Et les économistes ou les représentants de la bourgeoisie
qui se disent partisans d'une véritable monnaie commune savent bien qu'ils se heurtent
de toutes façons au problème de fond. Il ne peut y avoir de monnaie fiable reconnue
sans un Etat qui la garantisse, il n'y aura pas de monnaie unique en Europe sans un
pouvoir politique unifié.

L'EUROPE UNIFIEE SERA L'OEUVRE DE LA CLASSE OUVRIERE,
PAS DE LA BOURGEOISIE
Les frontières nationales n'ont jamais servi à protéger les intérêts des travailleurs
parce que rien de ce qui est réactionnaire ne peut les protéger.
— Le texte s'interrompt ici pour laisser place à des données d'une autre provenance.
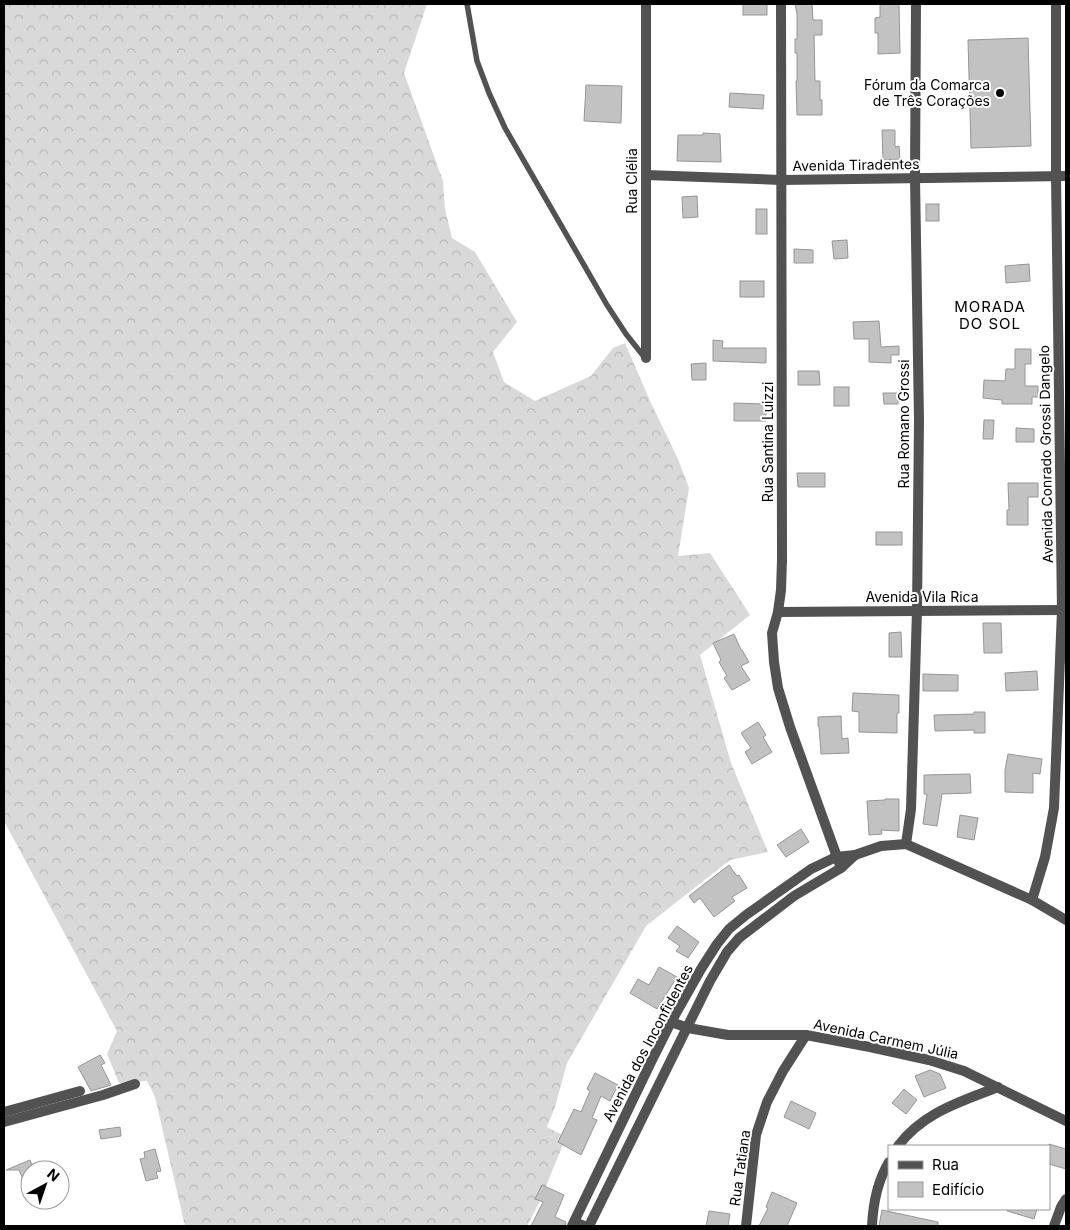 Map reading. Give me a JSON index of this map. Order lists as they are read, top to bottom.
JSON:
{
  "streets": {
    "street": [
      "Avenida Tiradentes",
      "Rua Clélia",
      "Rua Romano Grossi",
      "Rua Santina Luizzi",
      "Avenida Conrado Grossi Dangelo",
      "Avenida Vila Rica",
      "Avenida Carmem Júlia",
      "Avenida dos Inconfidentes",
      "Rua Tatiana"
    ]
  },
  "crossings": [
    ["Avenida Tiradentes", "Rua Clélia"],
    ["Avenida Tiradentes", "Rua Romano Grossi"],
    ["Avenida Tiradentes", "Rua Santina Luizzi"],
    ["Avenida Tiradentes", "Avenida Conrado Grossi Dangelo"],
    ["Rua Romano Grossi", "Avenida Vila Rica"],
    ["Rua Romano Grossi", "Avenida dos Inconfidentes"],
    ["Rua Santina Luizzi", "Avenida Vila Rica"],
    ["Rua Santina Luizzi", "Avenida dos Inconfidentes"],
    ["Avenida Conrado Grossi Dangelo", "Avenida Vila Rica"],
    ["Avenida Conrado Grossi Dangelo", "Avenida dos Inconfidentes"],
    ["Avenida Carmem Júlia", "Avenida dos Inconfidentes"],
    ["Avenida Carmem Júlia", "Rua Tatiana"]
  ],
  "districts": ["MORADA DO SOL"],
  "places": ["Fórum da Comarca de Três Corações"],
  "legend": ["Rua", "Edifício"],
  "north": "top right"
} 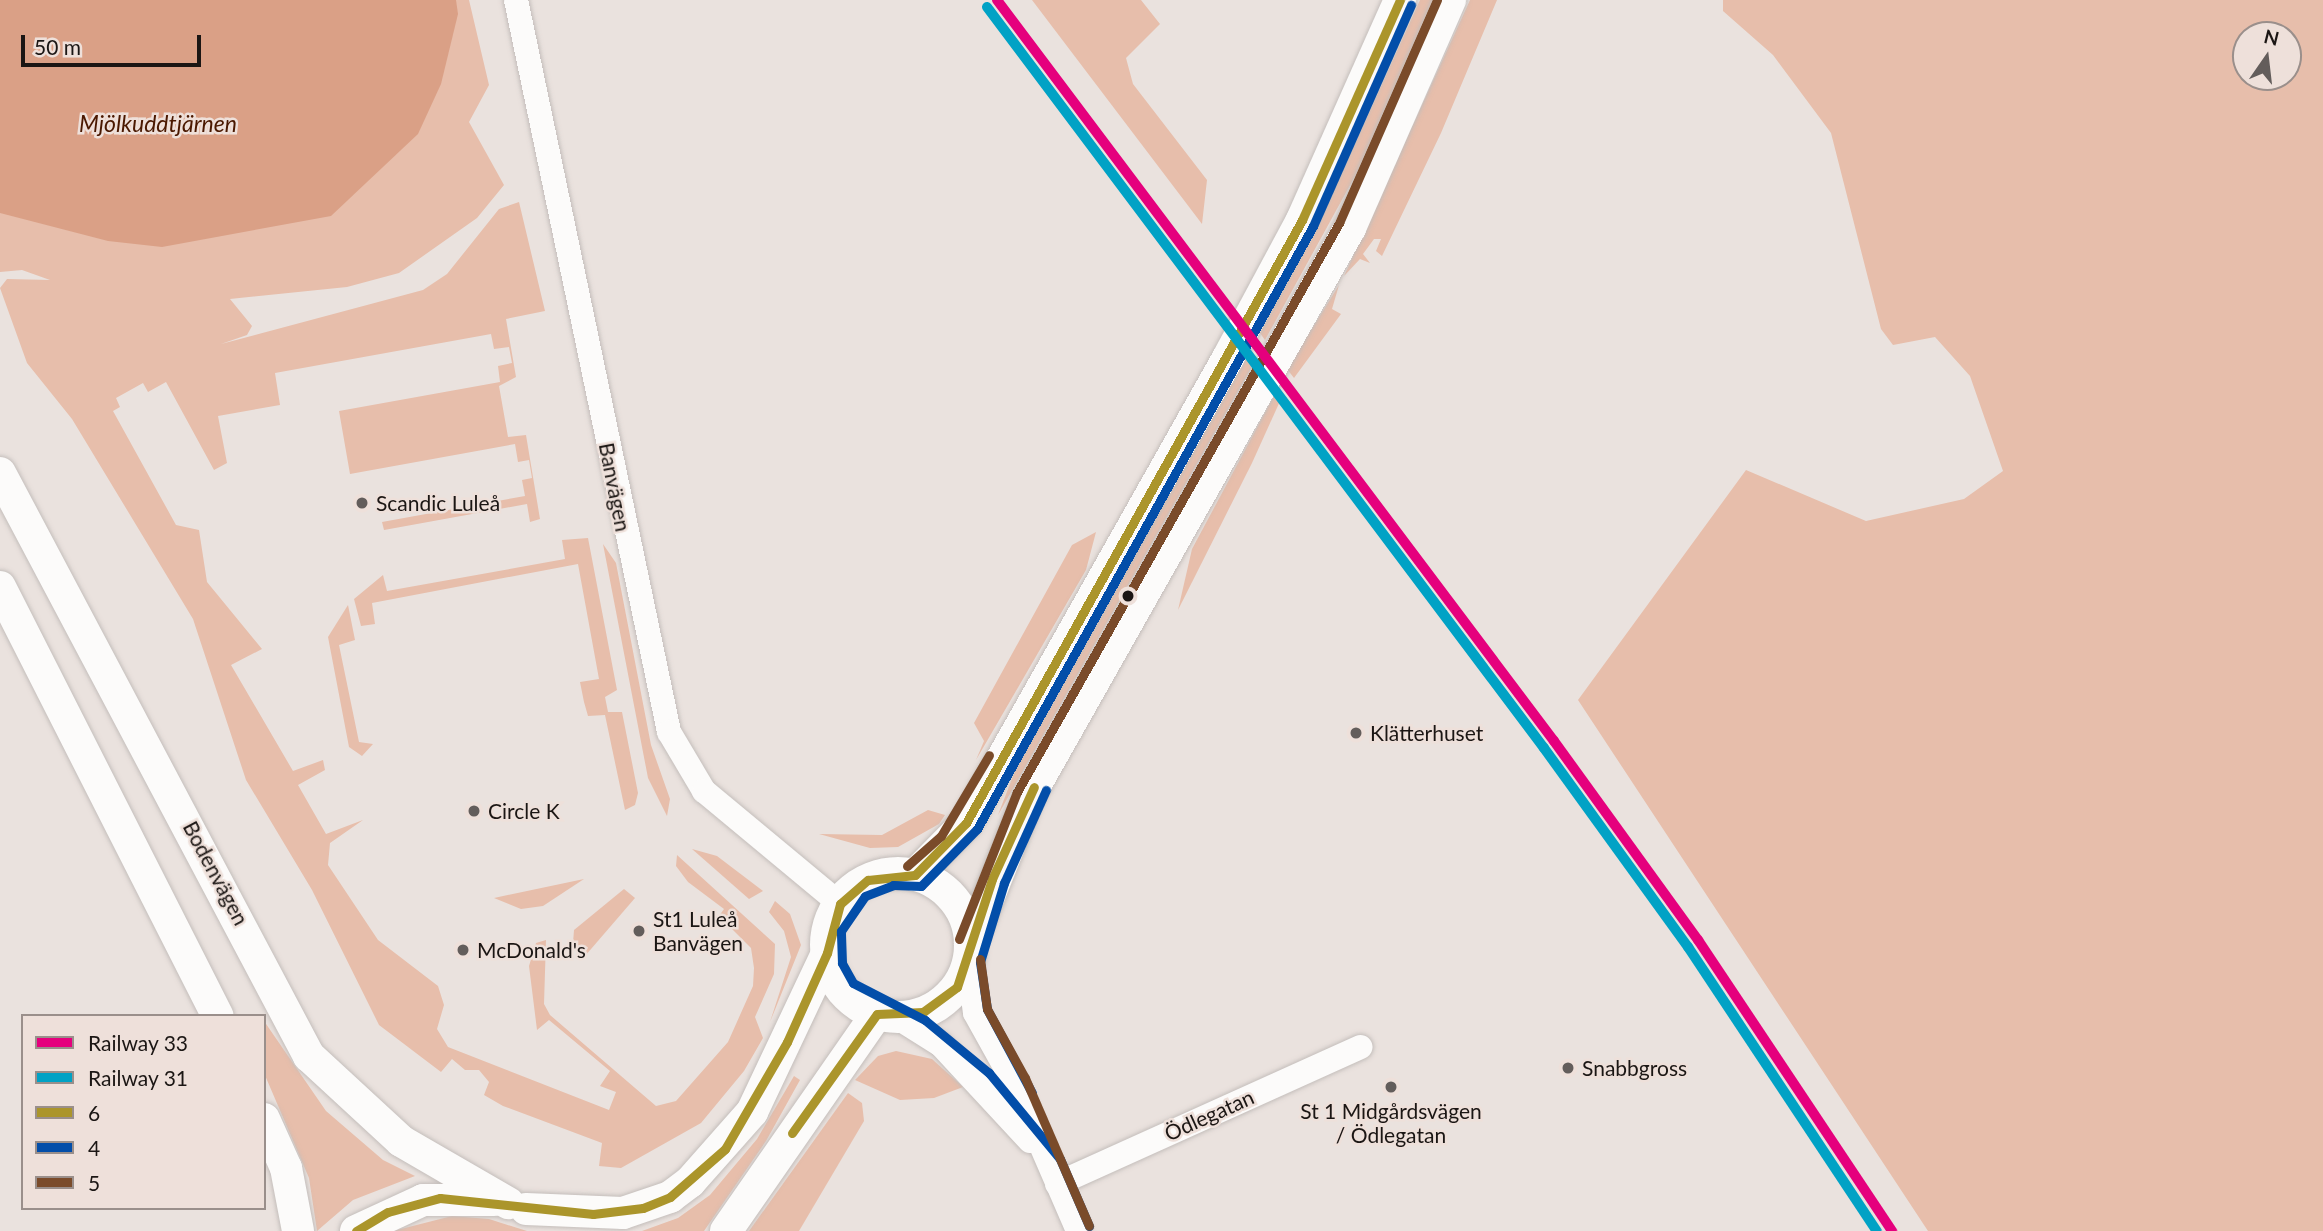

Et surtout pas le cloisonnement
de l'Europe capitaliste en nations rivales qui ne parviennent même pas à se doter
d'institutions qui correspondent au fonctionnement réel de la société.
Un Etat européen unique, battant monnaie unique, établissant un marché réellement
unifié, serait, nous le répétons, un progrès du point de vue social, humain, moral. Et s'il
faut reprocher quelque chose aux bourgeoisies européennes, c'est bien qu'elles ne peuvent
pas et ne veulent pas réaliser cette Europe unifiée dont elles parlent depuis plus de
quarante ans sans jamais commencer réellement à la construire, parce qu'elles limitent
a priori leurs ambitions et que chacune d'elles se refuse à remettre en cause l'appareil
d'Etat national qui protège ses intérêts particuliers.
En réalité cela reflète une réalité profonde de la domination bourgeoise. Les liens entre
les bourgeoisies nationales et leurs Etats sont si forts qu'aucune unification d'Etats bourgeois
ne s'est faite pacifiquement à partir de simples accords. Car aucune bourgeoisie
ne renonce pacifiquement à ses prérogatives. Et cet ancrage est si puissant que même
sur la base d'une défaite militaire de ses rivaux, l'Allemagne nazie n'a pu unifier politiquement
l'Europe et a dé maintenir dans un pays comme la France par exemple un appareil
d'Etat national indépendant. Elle ne l'a pas pu, parce que la bourgeoisie française
et sans doute aussi l'impérialisme américain n'y auraient pas consenti, sans doute. Mais
aussi sans doute pour une raison plus fondamentale : c'est que la bourgeoisie n'est plus
aujourd'hui capable de réaliser de tels progrès, plus capable de surmonter ses
contradictions.



a écrit :Cercle Léon Trotsky N 50 17 janvier 1992

(...)
Mais nous sommes convaincus, nous savons bien que les Etats-Unis d'Europe,
même au sens où existent les Etats-Unis d'Amérique du Nord, les bourgeoisies européennes
n'en sont pas capables.
Elles ne sont plus capables de rien d'important allant dans le sens du progrès pour
l'humanité.
A plus forte raison n'est-il pas question pour elles des Etats-Unis qui seraient nécessaires
aux travailleurs.
Elles n'ont pas pour objectif d'organiser la société en fonction des intérêts de la communauté
humaine, mais uniquement de courir après l'accroissement encore et toujours
de leurs profits privés.
Abolir l'appropriation privée des moyens de production qui permet à une minorité de
privilégiés d'exploiter la plus grande partie de l'humanité et de saccager la planète par la
même occasion ; mettre fin à la concurrence anarchique, mortelle, entre ces intérêts
capitalistes ; et réorganiser la production en fonction de qui est réellement l'intérêt de
tous, avec pour aiguillon du développement l'objectif que les intérêts de la collectivité
prennent au contraire le pas sur les calculs égoïstes : tout cela, c'est une autre tâche, un
autre objectif, qui serait en revanche celui de la classe ouvrière ayant arraché le pouvoir
des mains de la bourgeoisie.
Son horizon ne serait pas celui de douze boutiquiers. Il est à l'échelle du monde
entier, et il a pour drapeau le communisme.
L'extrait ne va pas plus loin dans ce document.